Переселенцы жили в ужасающих условиях — буквально под открытым небом. Летом их палило жаркое солнце Араратской долины, а зимой, когда температура опускалась ниже -15 °C, им приходилось молить о помощи нищих, но живших под крышей местных жителей, чтобы пережить холода.

А первая зима Первой Республики, то есть зима с 1918-го на 1919 год, выдалась не просто морозной и голодной — она была кошмарной. Но и она закончилась. И как только на склонах гор и холмов появилась первая зелень, изнуренные голодной зимой люди из последних сил шли в горы собирать траву, из которой потом готовили себе «салаты». Это продлевало их жизнь еще на несколько дней. В Ереване практически не осталось кошек и собак. Их съели.

Газета «Рабочий Армении» писала 9 мая 1919 года:

«...голые, босые, или прикрывая части своих уродливых тел разными лохмотьями, сгибаясь под тяжестью своих детей, [беженцы] бродят по деревням, молят о куске хлеба, но не находят хлеба.

...Как сумасшедшие, они скитаются по улицам, произнося бессвязные и непонятные слова. Многие из беженцев в этом районе еще живут под открытым небом и проводят свои дни под снегом, дождем и в грязи...»

И будто этого ужаса было мало, всю зиму в стране свирепствовал тиф. По данным правительства, в январе 1919 года в Ереване почти не оставалось семей, избежавших болезни. Трупы сотнями собирали с улиц города и хоронили в братских могилах, часто даже не успев совершить над ними самых простых погребальных обрядов.

К лету ситуация чуть-чуть улучшилась. Эпидемия улеглась. В страну начала поступать помощь. Но люди продолжали умирать от голода и болезней. Последний премьер Республики Армения Симон Врацян писал в своих воспоминаниях, что за зиму скончалось около 180 тыс. людей. Это было немногим меньше 20% населения страны. То есть почти каждый пятый.

Историк Ричард Ованесян приводит статистику: на 1000 человек в 1919 году приходилось 8,7 рождений и 204,2 смерти.

***

Независимость Первой Республики была долгожданной, но неожиданной, пришедшей в чрезвычайно тяжелое время. Хотя, наверное, независимость всегда приходит в тяжелое время, и ее нужно не только ждать и желать, но и выстрадать? Не знаю... Возможно, я так пишу, потому что и нынешняя, постсоветская независимость тоже пришла неожиданно и тоже принесла с собой тяжелые испытания.

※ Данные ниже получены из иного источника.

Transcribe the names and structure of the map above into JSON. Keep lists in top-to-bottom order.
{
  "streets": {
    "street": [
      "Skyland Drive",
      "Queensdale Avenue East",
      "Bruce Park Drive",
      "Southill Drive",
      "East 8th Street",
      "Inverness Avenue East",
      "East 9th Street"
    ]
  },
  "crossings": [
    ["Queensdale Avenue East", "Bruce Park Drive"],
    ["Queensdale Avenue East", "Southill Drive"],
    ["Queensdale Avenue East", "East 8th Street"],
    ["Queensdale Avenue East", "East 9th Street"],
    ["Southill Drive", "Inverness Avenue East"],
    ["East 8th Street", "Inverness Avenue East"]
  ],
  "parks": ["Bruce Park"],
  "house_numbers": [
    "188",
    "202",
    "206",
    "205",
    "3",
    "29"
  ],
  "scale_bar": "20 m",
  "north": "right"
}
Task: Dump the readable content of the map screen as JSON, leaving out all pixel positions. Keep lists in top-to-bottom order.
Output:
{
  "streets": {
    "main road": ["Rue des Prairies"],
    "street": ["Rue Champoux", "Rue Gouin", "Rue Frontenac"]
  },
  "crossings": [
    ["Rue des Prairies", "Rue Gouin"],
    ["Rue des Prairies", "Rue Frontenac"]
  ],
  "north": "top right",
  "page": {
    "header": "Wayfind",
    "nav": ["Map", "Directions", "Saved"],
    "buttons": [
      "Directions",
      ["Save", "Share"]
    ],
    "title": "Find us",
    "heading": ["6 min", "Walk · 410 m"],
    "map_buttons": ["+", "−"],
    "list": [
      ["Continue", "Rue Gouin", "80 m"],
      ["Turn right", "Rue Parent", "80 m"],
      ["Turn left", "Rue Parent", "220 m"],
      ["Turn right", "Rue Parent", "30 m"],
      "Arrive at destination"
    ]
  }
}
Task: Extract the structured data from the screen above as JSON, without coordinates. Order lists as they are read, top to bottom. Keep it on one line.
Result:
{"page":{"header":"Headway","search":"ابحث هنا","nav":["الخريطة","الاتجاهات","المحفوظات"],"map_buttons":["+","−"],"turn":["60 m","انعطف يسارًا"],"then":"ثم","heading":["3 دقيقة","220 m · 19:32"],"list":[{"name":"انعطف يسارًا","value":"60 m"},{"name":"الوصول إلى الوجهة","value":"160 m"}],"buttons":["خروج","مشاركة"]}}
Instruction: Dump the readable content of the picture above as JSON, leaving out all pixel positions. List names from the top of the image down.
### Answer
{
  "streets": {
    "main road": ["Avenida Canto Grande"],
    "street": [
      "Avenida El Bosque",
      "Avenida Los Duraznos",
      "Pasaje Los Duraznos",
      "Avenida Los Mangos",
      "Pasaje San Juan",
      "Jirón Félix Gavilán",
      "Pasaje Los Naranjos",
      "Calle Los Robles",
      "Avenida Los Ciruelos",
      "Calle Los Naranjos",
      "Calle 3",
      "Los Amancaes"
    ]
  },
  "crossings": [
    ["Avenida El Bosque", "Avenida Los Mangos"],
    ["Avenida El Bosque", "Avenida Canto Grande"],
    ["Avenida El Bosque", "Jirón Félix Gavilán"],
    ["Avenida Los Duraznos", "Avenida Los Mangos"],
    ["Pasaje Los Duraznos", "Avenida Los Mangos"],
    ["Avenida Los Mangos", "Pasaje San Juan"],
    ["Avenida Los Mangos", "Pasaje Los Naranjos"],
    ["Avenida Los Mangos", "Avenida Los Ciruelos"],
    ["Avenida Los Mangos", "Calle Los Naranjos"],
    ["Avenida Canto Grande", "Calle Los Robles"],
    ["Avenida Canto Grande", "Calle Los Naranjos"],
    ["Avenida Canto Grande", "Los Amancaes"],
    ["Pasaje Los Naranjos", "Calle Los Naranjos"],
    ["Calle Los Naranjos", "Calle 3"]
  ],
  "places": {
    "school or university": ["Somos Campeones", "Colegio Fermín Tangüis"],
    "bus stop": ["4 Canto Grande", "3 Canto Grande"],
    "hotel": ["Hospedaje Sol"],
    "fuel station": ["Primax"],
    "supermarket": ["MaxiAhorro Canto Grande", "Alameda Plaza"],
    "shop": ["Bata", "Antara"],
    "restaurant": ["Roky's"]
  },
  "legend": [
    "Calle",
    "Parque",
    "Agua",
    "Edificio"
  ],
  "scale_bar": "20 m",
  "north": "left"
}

Человеку нужно еще научиться быть свободным. А это значит — быть ответственным. Потому что ответственность всегда «сидит» внутри самого понятия свободы. Она ее обязательная часть. Но свободе можно учиться. Кому-то эта наука дается легче, а кому-то сложнее. Наконец, есть и люди, сознательно выбирающие жизнь в несвободе. Это ведь в определенном смысле даже легче — не нужно нести ответственность. А свобода — она дама странная: допускает совершенно свободный выбор несвободы. Будьте осторожны: совершив этот выбор, вы рискуете перейти к иной системе ценностей. А вернуться будет сложно...

Не только отдельному человеку нужно учиться свободе. То же и обществам. Потому что нести ответственность за свое будущее непросто. Ох, непросто... И тут мы приходим к тому, что независимость — государственная независимость — не всегда связана со свободой. Однако разговор на эту тему может довольно далеко увести нас от Еревана, каким он был летом 1919 года.

А вопрос о том, будет ли он и дальше столицей Армении, все-таки пока еще нельзя было считать решенным.